• _Task description_:
Quote exactly the lines spanning from the top of the data below to the line that contains "For a GIS import: Extract", including both.

• _Stored data_:
=== Section Start ===
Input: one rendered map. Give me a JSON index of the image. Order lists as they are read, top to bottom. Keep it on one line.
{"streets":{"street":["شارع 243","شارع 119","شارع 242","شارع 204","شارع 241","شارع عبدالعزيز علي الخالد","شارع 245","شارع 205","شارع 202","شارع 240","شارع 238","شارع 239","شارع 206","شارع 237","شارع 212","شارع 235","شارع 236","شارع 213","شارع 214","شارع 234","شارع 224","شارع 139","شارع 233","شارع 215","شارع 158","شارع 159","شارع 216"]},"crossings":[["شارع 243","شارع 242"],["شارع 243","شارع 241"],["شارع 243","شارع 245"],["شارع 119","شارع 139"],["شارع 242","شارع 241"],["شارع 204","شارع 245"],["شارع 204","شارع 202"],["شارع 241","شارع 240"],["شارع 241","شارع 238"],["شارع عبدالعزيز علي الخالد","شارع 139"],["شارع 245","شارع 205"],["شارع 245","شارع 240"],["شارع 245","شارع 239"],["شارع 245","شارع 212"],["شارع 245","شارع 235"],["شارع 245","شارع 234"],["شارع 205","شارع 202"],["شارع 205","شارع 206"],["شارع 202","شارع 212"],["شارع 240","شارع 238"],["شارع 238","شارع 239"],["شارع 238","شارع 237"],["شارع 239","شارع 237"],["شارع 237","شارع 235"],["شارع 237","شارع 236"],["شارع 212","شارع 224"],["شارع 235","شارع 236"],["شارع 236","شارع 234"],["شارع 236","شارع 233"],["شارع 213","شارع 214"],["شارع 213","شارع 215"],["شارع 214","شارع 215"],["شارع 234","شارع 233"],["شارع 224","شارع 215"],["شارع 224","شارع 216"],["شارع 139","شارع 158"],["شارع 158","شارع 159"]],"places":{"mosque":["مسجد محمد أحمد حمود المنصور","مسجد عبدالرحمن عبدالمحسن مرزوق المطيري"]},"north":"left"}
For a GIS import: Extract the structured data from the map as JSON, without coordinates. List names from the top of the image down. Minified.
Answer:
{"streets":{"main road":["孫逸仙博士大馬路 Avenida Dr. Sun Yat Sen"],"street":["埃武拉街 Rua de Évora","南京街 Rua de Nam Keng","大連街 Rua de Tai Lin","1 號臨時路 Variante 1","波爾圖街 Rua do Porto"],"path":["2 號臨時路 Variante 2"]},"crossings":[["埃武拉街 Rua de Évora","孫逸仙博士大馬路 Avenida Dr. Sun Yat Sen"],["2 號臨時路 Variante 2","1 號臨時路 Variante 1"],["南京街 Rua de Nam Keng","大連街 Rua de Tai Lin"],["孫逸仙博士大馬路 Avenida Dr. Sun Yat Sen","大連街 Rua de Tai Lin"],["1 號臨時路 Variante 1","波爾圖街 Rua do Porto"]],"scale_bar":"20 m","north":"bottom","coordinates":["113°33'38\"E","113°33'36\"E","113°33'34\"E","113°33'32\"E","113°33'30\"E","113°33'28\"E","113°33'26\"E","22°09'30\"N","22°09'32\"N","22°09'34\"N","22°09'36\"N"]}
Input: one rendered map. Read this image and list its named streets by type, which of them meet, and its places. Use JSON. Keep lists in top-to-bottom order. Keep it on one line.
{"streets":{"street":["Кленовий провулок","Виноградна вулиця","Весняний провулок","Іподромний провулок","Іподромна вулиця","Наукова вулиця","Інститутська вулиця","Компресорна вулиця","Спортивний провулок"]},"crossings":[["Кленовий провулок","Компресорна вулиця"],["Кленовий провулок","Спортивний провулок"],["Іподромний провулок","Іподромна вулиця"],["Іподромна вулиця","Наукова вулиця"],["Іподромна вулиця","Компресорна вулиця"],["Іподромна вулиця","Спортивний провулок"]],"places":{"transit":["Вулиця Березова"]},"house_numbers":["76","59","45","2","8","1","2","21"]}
=== Section End ===
• _Response to the exercise_:
Input: one rendered map. Give me a JSON index of the image. Order lists as they are read, top to bottom. Keep it on one line.
{"streets":{"street":["شارع 243","شارع 119","شارع 242","شارع 204","شارع 241","شارع عبدالعزيز علي الخالد","شارع 245","شارع 205","شارع 202","شارع 240","شارع 238","شارع 239","شارع 206","شارع 237","شارع 212","شارع 235","شارع 236","شارع 213","شارع 214","شارع 234","شارع 224","شارع 139","شارع 233","شارع 215","شارع 158","شارع 159","شارع 216"]},"crossings":[["شارع 243","شارع 242"],["شارع 243","شارع 241"],["شارع 243","شارع 245"],["شارع 119","شارع 139"],["شارع 242","شارع 241"],["شارع 204","شارع 245"],["شارع 204","شارع 202"],["شارع 241","شارع 240"],["شارع 241","شارع 238"],["شارع عبدالعزيز علي الخالد","شارع 139"],["شارع 245","شارع 205"],["شارع 245","شارع 240"],["شارع 245","شارع 239"],["شارع 245","شارع 212"],["شارع 245","شارع 235"],["شارع 245","شارع 234"],["شارع 205","شارع 202"],["شارع 205","شارع 206"],["شارع 202","شارع 212"],["شارع 240","شارع 238"],["شارع 238","شارع 239"],["شارع 238","شارع 237"],["شارع 239","شارع 237"],["شارع 237","شارع 235"],["شارع 237","شارع 236"],["شارع 212","شارع 224"],["شارع 235","شارع 236"],["شارع 236","شارع 234"],["شارع 236","شارع 233"],["شارع 213","شارع 214"],["شارع 213","شارع 215"],["شارع 214","شارع 215"],["شارع 234","شارع 233"],["شارع 224","شارع 215"],["شارع 224","شارع 216"],["شارع 139","شارع 158"],["شارع 158","شارع 159"]],"places":{"mosque":["مسجد محمد أحمد حمود المنصور","مسجد عبدالرحمن عبدالمحسن مرزوق المطيري"]},"north":"left"}
For a GIS import: Extract the structured data from the map as JSON, without coordinates. List names from the top of the image down. Minified.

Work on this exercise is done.